(Supplied data Opens)

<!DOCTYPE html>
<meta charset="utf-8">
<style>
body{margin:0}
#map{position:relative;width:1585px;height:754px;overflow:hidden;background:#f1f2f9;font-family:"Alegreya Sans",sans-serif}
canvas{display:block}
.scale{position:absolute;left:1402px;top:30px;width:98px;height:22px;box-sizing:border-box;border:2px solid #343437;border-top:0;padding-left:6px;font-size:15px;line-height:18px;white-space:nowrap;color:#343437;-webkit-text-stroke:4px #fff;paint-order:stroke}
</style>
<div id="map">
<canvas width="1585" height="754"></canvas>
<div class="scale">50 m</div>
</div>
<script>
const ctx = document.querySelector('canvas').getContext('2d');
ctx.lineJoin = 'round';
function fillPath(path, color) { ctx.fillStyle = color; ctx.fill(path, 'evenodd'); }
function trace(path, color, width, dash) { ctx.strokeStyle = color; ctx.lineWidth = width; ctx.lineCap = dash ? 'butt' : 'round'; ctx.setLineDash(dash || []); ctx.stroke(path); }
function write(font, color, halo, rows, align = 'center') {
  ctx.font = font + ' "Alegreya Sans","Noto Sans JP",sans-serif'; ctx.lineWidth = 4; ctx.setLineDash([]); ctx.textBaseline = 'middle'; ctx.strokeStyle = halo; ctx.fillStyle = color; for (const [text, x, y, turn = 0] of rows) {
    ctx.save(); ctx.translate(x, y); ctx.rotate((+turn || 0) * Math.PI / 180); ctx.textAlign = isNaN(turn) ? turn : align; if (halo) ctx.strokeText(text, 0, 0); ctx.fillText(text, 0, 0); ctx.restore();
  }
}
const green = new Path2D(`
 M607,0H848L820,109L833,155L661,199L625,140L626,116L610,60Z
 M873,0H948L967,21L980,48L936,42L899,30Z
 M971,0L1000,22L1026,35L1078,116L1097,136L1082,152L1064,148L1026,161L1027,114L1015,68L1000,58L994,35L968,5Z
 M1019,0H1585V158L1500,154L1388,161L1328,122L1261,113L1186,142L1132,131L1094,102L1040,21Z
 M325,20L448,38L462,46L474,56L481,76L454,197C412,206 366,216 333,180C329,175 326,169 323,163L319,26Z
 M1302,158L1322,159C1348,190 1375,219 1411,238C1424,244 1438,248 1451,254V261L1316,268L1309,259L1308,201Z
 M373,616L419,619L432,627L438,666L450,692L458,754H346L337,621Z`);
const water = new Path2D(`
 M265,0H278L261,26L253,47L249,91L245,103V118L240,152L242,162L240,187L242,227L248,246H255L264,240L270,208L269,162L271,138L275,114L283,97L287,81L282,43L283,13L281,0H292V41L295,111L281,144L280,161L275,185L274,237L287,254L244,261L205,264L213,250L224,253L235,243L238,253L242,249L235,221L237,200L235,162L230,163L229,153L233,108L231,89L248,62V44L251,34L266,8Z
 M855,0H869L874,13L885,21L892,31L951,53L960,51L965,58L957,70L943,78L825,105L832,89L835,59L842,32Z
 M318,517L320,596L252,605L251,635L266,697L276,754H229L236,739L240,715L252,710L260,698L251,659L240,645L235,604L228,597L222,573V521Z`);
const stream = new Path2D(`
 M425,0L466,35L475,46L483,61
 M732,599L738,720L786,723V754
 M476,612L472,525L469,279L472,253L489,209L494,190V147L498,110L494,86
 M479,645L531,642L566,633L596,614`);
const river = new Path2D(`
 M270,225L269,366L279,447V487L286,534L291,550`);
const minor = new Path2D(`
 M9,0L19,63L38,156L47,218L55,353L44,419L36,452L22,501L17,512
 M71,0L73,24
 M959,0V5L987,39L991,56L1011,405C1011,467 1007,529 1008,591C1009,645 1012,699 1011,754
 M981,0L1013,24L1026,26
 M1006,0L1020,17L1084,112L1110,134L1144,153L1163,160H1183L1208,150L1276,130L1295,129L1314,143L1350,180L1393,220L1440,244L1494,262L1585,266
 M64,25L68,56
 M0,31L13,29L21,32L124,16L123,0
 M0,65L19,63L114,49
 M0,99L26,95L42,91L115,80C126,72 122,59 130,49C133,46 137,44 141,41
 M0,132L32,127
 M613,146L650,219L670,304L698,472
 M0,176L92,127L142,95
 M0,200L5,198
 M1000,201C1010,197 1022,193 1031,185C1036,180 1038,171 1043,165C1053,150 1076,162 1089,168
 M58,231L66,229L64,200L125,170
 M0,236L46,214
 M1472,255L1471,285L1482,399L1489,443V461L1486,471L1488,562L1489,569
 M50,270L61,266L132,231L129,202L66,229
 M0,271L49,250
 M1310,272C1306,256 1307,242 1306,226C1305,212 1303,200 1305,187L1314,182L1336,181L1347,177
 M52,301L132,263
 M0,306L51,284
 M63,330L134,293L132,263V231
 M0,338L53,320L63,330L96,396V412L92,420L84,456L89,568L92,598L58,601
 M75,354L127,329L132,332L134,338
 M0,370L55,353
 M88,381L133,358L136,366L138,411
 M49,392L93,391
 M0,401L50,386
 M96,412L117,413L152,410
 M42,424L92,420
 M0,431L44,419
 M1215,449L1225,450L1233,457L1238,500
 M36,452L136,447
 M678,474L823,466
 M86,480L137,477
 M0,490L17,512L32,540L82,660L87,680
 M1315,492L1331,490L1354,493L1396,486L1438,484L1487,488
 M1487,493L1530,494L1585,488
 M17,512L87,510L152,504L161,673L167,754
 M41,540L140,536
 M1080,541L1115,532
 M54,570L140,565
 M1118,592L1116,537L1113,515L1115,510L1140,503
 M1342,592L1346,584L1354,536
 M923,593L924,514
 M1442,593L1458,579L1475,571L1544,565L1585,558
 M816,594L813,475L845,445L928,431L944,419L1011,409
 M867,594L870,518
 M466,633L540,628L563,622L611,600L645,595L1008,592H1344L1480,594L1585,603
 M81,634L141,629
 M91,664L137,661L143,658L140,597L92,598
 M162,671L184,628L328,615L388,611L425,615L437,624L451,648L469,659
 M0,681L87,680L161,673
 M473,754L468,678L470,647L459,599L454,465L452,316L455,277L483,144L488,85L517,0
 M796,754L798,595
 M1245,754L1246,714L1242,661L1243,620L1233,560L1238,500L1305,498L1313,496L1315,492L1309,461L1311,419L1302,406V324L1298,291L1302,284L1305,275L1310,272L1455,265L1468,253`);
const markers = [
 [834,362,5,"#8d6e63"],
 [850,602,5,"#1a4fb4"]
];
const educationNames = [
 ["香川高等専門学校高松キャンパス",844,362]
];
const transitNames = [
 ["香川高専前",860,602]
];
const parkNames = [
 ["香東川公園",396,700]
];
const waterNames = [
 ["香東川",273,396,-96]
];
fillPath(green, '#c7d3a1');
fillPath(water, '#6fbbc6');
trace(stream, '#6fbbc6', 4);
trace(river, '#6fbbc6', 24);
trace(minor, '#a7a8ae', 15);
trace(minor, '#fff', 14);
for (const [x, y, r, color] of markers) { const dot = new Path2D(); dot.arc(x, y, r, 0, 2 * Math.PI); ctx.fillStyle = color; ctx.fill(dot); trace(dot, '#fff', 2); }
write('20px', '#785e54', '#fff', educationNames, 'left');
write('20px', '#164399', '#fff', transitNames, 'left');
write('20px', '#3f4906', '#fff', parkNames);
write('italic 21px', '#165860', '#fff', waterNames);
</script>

(Supplied data Closes)
(Supplied data Opens)

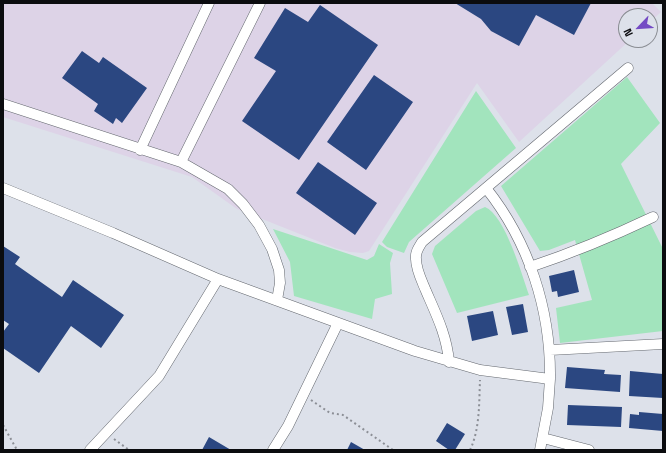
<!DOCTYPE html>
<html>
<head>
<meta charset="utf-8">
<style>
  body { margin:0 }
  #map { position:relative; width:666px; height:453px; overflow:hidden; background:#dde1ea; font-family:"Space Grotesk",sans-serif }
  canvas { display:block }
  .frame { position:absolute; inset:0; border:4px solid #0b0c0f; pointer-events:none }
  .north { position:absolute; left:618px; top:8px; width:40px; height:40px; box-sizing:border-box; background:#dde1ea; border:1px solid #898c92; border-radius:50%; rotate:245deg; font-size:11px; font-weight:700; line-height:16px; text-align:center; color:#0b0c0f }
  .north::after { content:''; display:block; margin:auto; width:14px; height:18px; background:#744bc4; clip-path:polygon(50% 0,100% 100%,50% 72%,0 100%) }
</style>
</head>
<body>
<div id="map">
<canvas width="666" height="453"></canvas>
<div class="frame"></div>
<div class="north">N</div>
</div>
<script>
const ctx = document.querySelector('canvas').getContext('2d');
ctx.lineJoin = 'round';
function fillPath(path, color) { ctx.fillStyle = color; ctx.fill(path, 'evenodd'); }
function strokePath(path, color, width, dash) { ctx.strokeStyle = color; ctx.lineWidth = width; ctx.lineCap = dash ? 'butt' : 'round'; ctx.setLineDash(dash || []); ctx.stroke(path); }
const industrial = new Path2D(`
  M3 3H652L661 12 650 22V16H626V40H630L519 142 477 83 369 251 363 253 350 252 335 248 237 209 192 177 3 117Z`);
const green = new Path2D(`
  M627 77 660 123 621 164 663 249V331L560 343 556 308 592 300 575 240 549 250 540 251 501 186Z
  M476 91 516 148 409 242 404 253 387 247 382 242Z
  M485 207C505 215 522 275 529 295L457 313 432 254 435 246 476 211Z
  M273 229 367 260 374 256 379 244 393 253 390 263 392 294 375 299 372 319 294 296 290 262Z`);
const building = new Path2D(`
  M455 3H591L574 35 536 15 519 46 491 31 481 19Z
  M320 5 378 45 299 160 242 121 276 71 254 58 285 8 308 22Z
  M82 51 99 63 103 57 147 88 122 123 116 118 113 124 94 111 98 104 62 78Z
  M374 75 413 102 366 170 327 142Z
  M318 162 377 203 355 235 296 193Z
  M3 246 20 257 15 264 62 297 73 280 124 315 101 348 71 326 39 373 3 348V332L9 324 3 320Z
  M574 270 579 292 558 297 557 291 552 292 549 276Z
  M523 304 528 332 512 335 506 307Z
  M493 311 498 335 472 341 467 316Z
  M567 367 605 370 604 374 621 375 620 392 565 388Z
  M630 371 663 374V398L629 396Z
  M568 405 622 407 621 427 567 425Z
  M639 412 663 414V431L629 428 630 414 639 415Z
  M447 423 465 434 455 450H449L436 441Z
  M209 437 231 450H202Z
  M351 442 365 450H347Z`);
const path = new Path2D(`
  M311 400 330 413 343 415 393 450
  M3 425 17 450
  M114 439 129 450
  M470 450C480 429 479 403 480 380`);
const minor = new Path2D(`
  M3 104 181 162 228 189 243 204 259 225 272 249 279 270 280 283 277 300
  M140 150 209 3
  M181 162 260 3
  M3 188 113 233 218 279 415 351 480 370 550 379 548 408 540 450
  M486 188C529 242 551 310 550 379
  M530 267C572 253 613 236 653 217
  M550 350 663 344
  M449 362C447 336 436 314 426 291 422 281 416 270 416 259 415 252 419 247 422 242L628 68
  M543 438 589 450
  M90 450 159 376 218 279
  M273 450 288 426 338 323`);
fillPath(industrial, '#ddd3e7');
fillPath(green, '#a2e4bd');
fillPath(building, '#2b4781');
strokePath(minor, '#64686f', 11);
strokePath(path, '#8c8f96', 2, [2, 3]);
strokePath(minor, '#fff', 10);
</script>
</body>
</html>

(Supplied data Closes)

- [What is required] Show a copy of each line from the data that includes the word "rows".

- [Task output]
function write(font, color, halo, rows, align = 'center') {
  ctx.font = font + ' "Alegreya Sans","Noto Sans JP",sans-serif'; ctx.lineWidth = 4; ctx.setLineDash([]); ctx.textBaseline = 'middle'; ctx.strokeStyle = halo; ctx.fillStyle = color; for (const [text, x, y, turn = 0] of rows) {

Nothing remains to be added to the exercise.